Come hang out in our clinics for a week and see some of our new evals. Ever seen a patient come in on 3 (different) antipsychotics, 3 (different) benzos, 2 stimulants, and 3-4 other serotonergic meds who was also taking opiates? I have. [ETA: looked the patient up again and they're also on Flexeril and Ambien] Want to take a guess at what the letters after their previous prescriber's names were? They weren't MD or DO...

Things I see from NPs on a regular basis that I don't regularly see from psychiatrists:
- Patients on >2 SSRI/SNRI medications, some for the same indications
- Patients started on 2 different antipsychotics with another added at the next appointment
- Patient with a history of 10+ failed trials without getting up to a therapeutic dose or for a adequate trial time
- Patients on high doses of benzos and stimulants who are also either on opiates or suboxone (more common, but I also see this too often with patients coming from PCPs)
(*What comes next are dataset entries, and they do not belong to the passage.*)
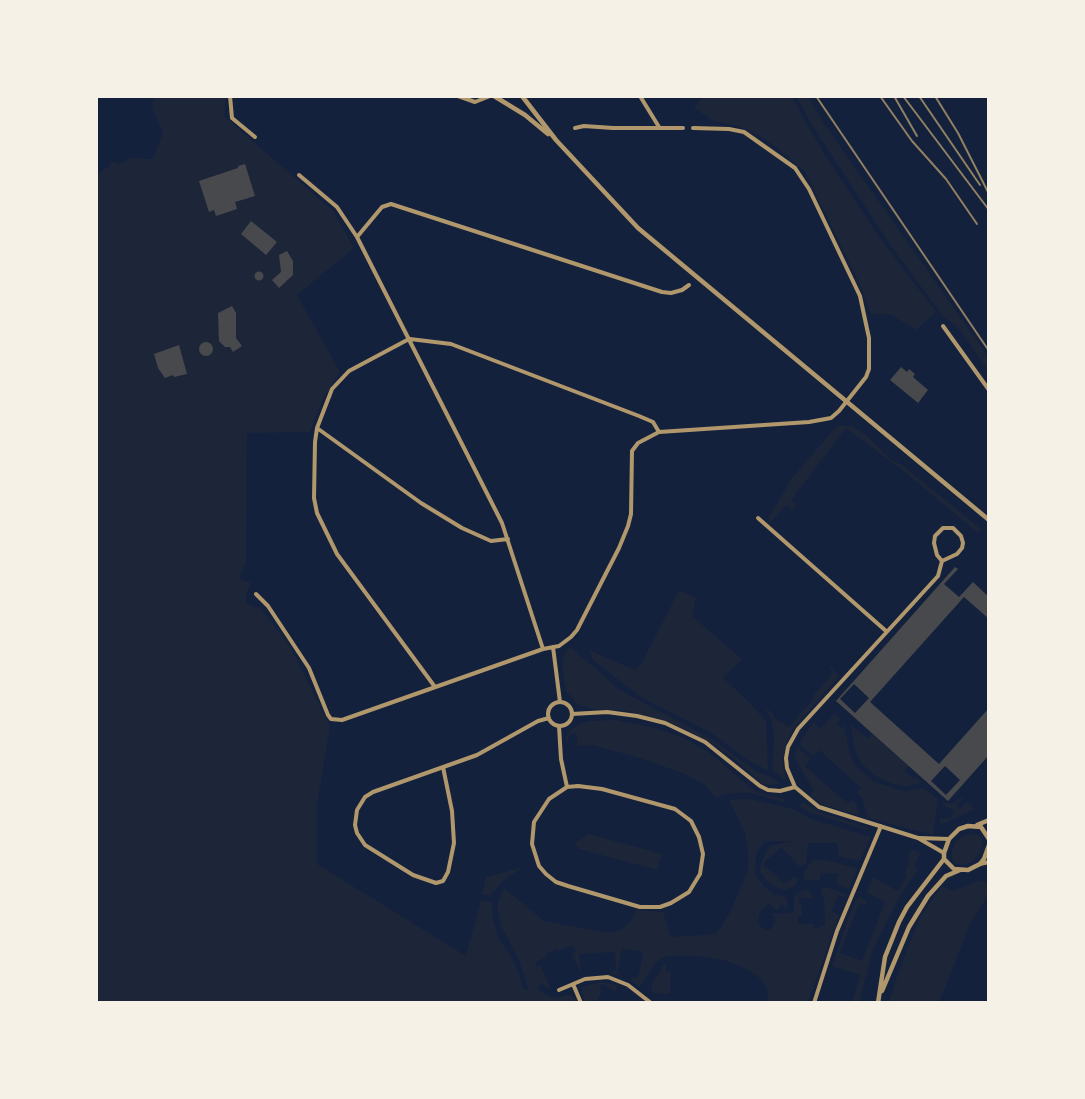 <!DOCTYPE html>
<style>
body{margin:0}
#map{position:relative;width:1085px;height:1099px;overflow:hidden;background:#14213d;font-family:"Alegreya Sans",sans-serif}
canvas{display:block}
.frame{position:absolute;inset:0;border:98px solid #f6f1e7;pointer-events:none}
</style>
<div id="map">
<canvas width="1085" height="1099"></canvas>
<div class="frame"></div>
</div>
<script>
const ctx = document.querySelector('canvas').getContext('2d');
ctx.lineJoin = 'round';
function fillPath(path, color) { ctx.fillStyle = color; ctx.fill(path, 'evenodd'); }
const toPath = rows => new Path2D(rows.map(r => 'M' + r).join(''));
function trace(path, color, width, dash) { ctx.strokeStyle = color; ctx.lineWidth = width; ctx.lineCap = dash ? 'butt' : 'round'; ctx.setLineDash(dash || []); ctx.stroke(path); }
fillPath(toPath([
 [154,96,226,96,224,116,333,211,354,248,297,295,340,372,323,399,310,432,247,433,246,562,239,579,251,583,246,593,246,604,261,609,289,645,330,726,317,804,317,864,466,956,481,900,492,902,493,920,498,937,511,956,519,973,522,987,529,991,519,960,501,926,497,905,504,888,544,921,608,933,619,931,631,921,636,910,663,912,671,937,716,934,731,911,748,869,748,851,745,833,729,800,750,799,793,809,811,819,871,837,860,861,839,856,837,843,808,843,806,863,800,867,781,847,763,864,785,884,794,876,797,879,797,883,793,887,784,890,773,886,764,878,760,872,761,865,766,851,773,845,792,841,764,841,756,855,755,874,763,885,774,895,784,896,787,899,787,910,782,904,777,911,770,904,766,905,760,912,758,920,760,926,765,930,771,929,774,924,775,917,771,913,781,914,794,912,794,897,799,892,809,889,810,893,812,893,813,898,799,898,799,904,801,904,802,916,798,916,798,924,813,924,813,928,820,928,820,926,825,925,824,896,821,896,823,886,847,895,846,898,838,895,832,911,839,915,808,1003,766,1003,769,992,762,980,749,970,727,961,702,956,666,956,656,962,640,987,632,982,632,977,638,978,643,952,622,948,617,974,623,976,622,977,610,973,616,970,615,952,579,954,581,974,572,953,576,952,573,945,558,951,557,949,546,954,547,957,535,962,537,967,541,966,551,990,541,984,537,988,543,993,554,998,571,994,578,1003,96,1003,96,174,108,167,111,161,118,164,132,158,153,159,163,133,152,108],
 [703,96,791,96,825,155,877,234,936,312,916,330,890,314,871,314,861,287,805,172,780,150,757,134,737,126,714,121,694,108],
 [796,96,808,96,823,122,989,358,989,371,959,329,942,315,891,246,815,130],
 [840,426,851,426,866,435,892,460,902,465,981,529,978,533,905,472,846,428,791,500,797,505,792,510,786,505,769,524,769,517,792,478,836,427],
 [679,590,696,598,692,616,742,659,723,678,748,701,766,721,768,771,748,760,710,732,642,698,593,660,589,650,635,670,643,661],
 [570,647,620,690,713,740,757,772,772,777,779,784,766,785,759,781,735,760,711,743,673,724,628,711,594,709,578,705,566,691,562,666,564,654],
 [831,667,838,675,837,679,794,728,788,739,782,761,786,779,785,780,773,771,774,734,771,719,765,708,773,713,773,717,789,727,814,698,813,696,833,673,829,668],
 [828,707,830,710,828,708,814,723,820,729,834,714,832,711,835,714,840,718,837,724,841,728,844,725,850,755,856,766,875,782,904,791,923,788,938,799,933,835,868,818,862,798,857,793,861,788,819,750,813,756,799,744,812,724],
 [614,720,650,727,679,736,707,751,756,792,784,799,784,802,747,792,725,794,716,798,704,784,685,774,640,758,592,745,578,746,576,734,570,734,568,741,565,741,566,737,570,730,578,725,590,721],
 [851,725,868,738,872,733,909,766,905,771,913,779,916,777,922,782,906,787,890,783,874,775,862,764,855,750],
 [797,747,811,759,805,766,848,804,852,799,858,808,859,814,857,815,824,805,810,796,813,789,794,757],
 [962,797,963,798,956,805,960,809,967,802,975,809,940,825,940,819,951,818,954,812,951,809,943,806,943,803,953,803],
 [803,802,819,812,866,827,871,831,811,813,799,807],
 [588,834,662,854,657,870,579,849,574,844],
 [971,834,978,835,982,839,982,846,978,856,970,863,964,865,954,863,952,858,952,850,956,842,963,836],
 [910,849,920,853,914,866,919,869,901,894,873,949,859,1003,852,1003,860,975,832,966,848,919,858,896,865,900,867,905,859,903,840,953,862,961,885,902,866,892,873,877,898,891,907,875,905,873,909,862],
 [813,860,824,860,858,868,849,889,837,884,838,874,821,873,820,880,803,881,805,870],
 [523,867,504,880,490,896,482,894,486,877],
 [982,880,989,885,989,897,987,897,970,924,939,1003,889,1003,899,970,921,915,942,886,952,891],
 [666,964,666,971,671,972,670,994,654,993,651,989,653,981,661,971,662,965],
 [599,982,618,985,615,991,602,984,599,989,602,991,597,1002,593,1000,592,1003,585,1003,581,987]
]), '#1d2539');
fillPath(toPath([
 [245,164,255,196,235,202,237,209,216,216,214,210,209,212,199,181,238,168,238,166],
 [251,221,277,242,266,255,241,234],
 [287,251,293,261,293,275,279,288,272,280,281,272,279,255],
 '254.5 276a4.5 4.5 0 1 1 9 0a4.5 4.5 0 1 1-9 0Z',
 [232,306,236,313,236,338,242,346,233,352,230,347,225,347,219,341,218,313],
 '199 349a7 7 0 1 1 14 0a7 7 0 1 1-14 0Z',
 [179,345,187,374,174,377,173,375,165,378,158,368,154,354],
 [901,367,907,372,909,369,915,374,913,377,928,390,918,403,890,380],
 [955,567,958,569,944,584,959,597,973,582,989,597,989,619,964,597,870,702,939,764,989,708,989,755,948,801,836,701],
 [854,684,869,698,855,713,840,699],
 [945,766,960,780,946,795,931,781]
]), '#48494c');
trace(toPath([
 [230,96,232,118,255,137],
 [458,96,475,102,490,96],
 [640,96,659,127],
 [575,128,584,126,613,128,683,128],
 [299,175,337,207,357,237,502,523,543,649],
 [357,237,382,207,391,204,662,292,671,293,682,290,689,285],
 [943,326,989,390],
 [409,339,349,371,332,389,317,428,315,442,314,498,317,513,337,554,435,687],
 [410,339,451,344,639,416,653,422,659,432],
 [317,428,421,503,462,528,491,541,508,539],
 [758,518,886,631],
 [942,561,957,554,962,548,963,543,961,536,953,528,943,528,935,536,934,543,937,555,942,561,938,576,798,729,788,747,786,758,787,768,795,787,819,807,918,838,944,853],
 [256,594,268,606,309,668,328,715,331,719,342,720,543,649,559,646,571,637,577,630,619,548,628,526,631,514,632,451,638,443,659,432,809,422,831,418,839,411,866,377,869,369,869,338,860,296,809,189,795,168,744,132,729,129,693,128],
 [553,647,560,702],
 '548 714a12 12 0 1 1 24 0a12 12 0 1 1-24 0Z',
 [572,714,607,712,637,716,665,723,705,742,760,786,768,790,780,791,795,787],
 [559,726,561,759,567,787],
 [443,767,452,811,454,843,448,872,443,881,436,883,413,875,365,845,357,833,355,825,357,810,365,797,373,792,477,755,538,721,549,718],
 [578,786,602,789,675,809,691,821,699,837,703,854,700,874,689,892,671,903,660,907,640,907,568,886,556,882,546,874,539,866,532,844,534,822,549,799,567,787,578,786],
 [919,838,949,839],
 [980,864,989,862],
 [573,984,581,1003],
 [559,990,585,979,608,977,628,985,651,1003],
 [814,1003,837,931,881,826]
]), '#b1986c', 4);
trace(toPath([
 [494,96,525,115,548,134],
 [522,96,556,140,638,228,989,520],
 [977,825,989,820],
 [989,839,981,827,968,826,959,829,949,839,944,853,944,859,954,869,968,870,980,864,984,859,989,845],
 [882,991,909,927,928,896,946,876,960,870],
 [878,1003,885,957,899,922,907,907,944,859]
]), '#b1986c', 4.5);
trace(toPath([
 [816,96,989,351],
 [880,96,912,141,946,179,977,224],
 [894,96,917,136],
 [903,96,989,210],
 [919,96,980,185],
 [935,96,958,133,989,194]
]), '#918062', 2);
</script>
Some of the treatments I've seen or notes I've read are very in line with what the poopologist mentioned earlier in terms of how incompetent NPs in the area are, and I'm not in an FPA state. I don't disagree that many patients don't know the difference and that plenty don't care. I also don't disagree that there are plenty of psychiatrists providing relatively poor care d/t volume, many of whom could probably provide very good care if their patient loads were reasonable.
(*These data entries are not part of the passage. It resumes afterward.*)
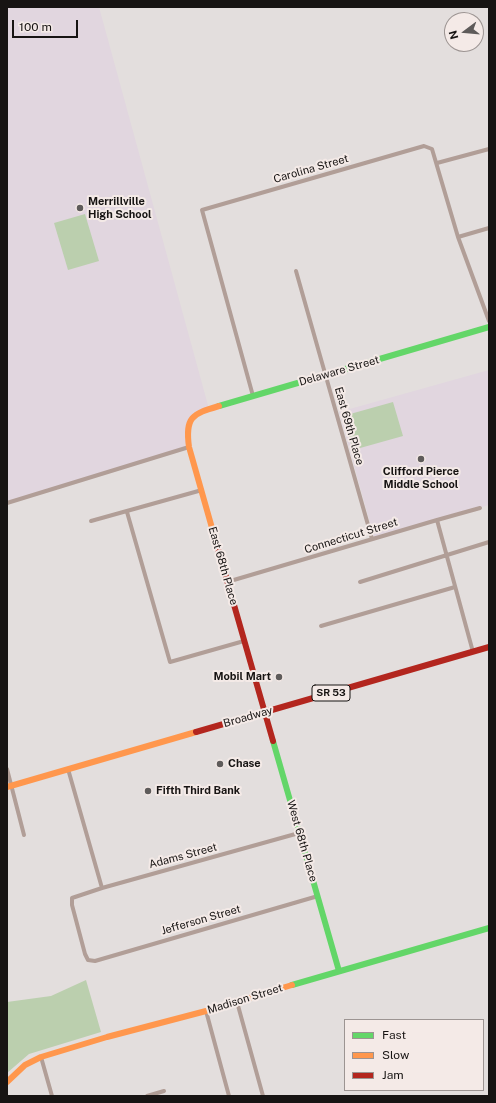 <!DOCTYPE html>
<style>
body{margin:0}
#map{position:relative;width:496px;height:1103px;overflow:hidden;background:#e3dedd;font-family:"Public Sans",sans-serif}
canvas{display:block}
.frame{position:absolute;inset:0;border:8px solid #171413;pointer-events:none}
.legend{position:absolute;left:344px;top:1019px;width:140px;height:72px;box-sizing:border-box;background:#f4eae7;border:1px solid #9c9492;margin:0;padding:5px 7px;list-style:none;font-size:12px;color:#171413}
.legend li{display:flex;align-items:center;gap:8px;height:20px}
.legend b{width:20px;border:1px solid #9c9492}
.north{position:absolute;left:444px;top:12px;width:40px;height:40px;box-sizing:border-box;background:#f4eae7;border:1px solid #9c9492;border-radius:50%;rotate:254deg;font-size:11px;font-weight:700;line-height:16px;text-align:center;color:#171413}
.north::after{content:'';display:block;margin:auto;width:14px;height:18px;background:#5e5b5a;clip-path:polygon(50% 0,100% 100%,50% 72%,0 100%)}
.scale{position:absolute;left:12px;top:20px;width:66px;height:18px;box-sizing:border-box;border:2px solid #171413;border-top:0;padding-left:5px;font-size:12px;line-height:14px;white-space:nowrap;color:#171413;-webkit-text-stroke:3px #f4eae7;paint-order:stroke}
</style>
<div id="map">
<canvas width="496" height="1103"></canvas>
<div class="frame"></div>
<ul class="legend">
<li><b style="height:5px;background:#63d668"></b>Fast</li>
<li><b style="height:5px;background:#ff974d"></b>Slow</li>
<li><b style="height:5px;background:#b3261e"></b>Jam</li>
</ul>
<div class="north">N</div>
<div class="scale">100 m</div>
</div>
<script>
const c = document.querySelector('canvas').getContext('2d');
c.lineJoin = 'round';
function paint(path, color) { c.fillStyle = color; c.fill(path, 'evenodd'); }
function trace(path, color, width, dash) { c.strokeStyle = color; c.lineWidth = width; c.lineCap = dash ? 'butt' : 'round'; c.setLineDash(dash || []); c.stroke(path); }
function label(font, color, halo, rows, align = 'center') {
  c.font = font + ' "Public Sans",sans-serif'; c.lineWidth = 4; c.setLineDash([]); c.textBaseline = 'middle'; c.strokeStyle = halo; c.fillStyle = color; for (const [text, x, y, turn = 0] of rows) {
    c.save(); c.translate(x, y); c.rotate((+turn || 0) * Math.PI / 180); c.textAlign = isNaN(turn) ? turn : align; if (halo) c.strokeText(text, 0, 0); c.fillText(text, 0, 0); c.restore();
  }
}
paint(new Path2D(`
 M7 7H99L209 409 191 419 185 448 7 503Z
 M489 370V505L374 537 339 412Z`), '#e1d6df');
paint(new Path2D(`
 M85 214 99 261 68 270 54 223Z
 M393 402 403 436 353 450 343 416Z
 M86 980 101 1032 29 1054 7 1073V1002L51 996Z`), '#bbcfae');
trace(new Path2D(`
 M437 163 489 149
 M458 237 489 228
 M296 271 372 539
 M253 396 202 210 424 146 432 149 458 237 489 321
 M7 503 189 447
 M127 512 170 662 244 641
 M437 520 473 652
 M91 521 202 490
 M227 582 437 520 480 508
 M360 582 489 542
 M321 626 455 587
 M7 769 24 835
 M68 769 102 888
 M299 833 102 888 72 898V905L85 954 88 960 95 961 318 896
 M237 1002 263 1096
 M206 1011 229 1096
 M41 1057 52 1096
 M147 1096 164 1091`), '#b19e97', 4);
trace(new Path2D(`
 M219 406 489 327
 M273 741 339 971
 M292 985 489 928`), '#63d668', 6);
trace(new Path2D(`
 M214 535 189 447C185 417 192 414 219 406
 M7 787 196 732
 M7 1082 25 1065 41 1057 107 1037 206 1011 292 985`), '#ff974d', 6);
trace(new Path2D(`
 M214 535 273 741
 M196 732 489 647`), '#b3261e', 6);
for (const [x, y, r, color] of [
 [80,208,4,"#5e5b5a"],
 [421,459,4,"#5e5b5a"],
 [279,677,4,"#5e5b5a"],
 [220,764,4,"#5e5b5a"],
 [148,791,4,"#5e5b5a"]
]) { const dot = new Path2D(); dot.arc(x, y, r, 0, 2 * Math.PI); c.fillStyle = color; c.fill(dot); trace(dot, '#f4eae7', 1.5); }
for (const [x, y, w] of [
 [331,693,38]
]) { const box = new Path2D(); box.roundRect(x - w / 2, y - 8, w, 16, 3); c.fillStyle = '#f4eae7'; c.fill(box); trace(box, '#171413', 1); }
label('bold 10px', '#171413', null, [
 ["SR 53",331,693]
]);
label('11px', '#171413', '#f4eae7', [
 ["Carolina Street",311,169,-16],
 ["Delaware Street",339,371,-16],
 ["East 69th Place",349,426,74],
 ["Connecticut Street",351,536,-17],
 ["East 68th Place",223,566,74],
 ["Broadway",248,717,-16],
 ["West 68th Place",302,841,74],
 ["Adams Street",183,856,-15],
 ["Jefferson Street",201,920,-16],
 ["Madison Street",245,999,-17]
]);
label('bold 11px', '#171413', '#f4eae7', [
 ["Merrillville",88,202],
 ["High School",88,215],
 ["Clifford Pierce",421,472,"center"],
 ["Middle School",421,485,"center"],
 ["Mobil Mart",271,677,"right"],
 ["Chase",228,764],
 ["Fifth Third Bank",156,791]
], 'left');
</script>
please...I've been post-residency in 5 states. This encroachment is happening everywhere. But we've seen it really picking up steam the last couple of years.

The point is if it *hasn't* gotten to your area yet, it will. It's coming.

And most states are *not* fully independent practice states. Like 15% are. Where do you guys get all these 'facts' that are so wrong
and can be easily looked up

As Hamstergang said above, NPs have FPA in 28 states and PAs actually have independent practice rights in ND. Another source:


Encroachment is happening all over, but even in places with that encroachment there are still employers who value quality of care. They're not going to be paying $400k+, but a "normal" Full-time position for a psychiatrist typically leaves plenty of time for a side-hustle to hit that.

Don't get me wrong I live in a smaller city or a larger town(however you want to define it), but it's very representative of where people live.....much moreso than NYC or whatever, and much moreso than a town of 5000 people as well. Most people in this country(and psychiatrists too) live somewhere on the density spectrum between NYC and a town of 5000 people. You guys are big into speaking as if these things are binary(huge city vs a few red lights town), but thats not reality.

I'm in a city of ~500k in the midwest with metro area over 1M. There are certainly a few units in our city where high volume with lower quality of care is the norm. There's also a few facilities that have not followed that trend despite the opportunity. I also get a ton of job offers sent to me right now with a huge variation in job duties and compensation. It sounds like you've had really poor luck, but that experience is not universal.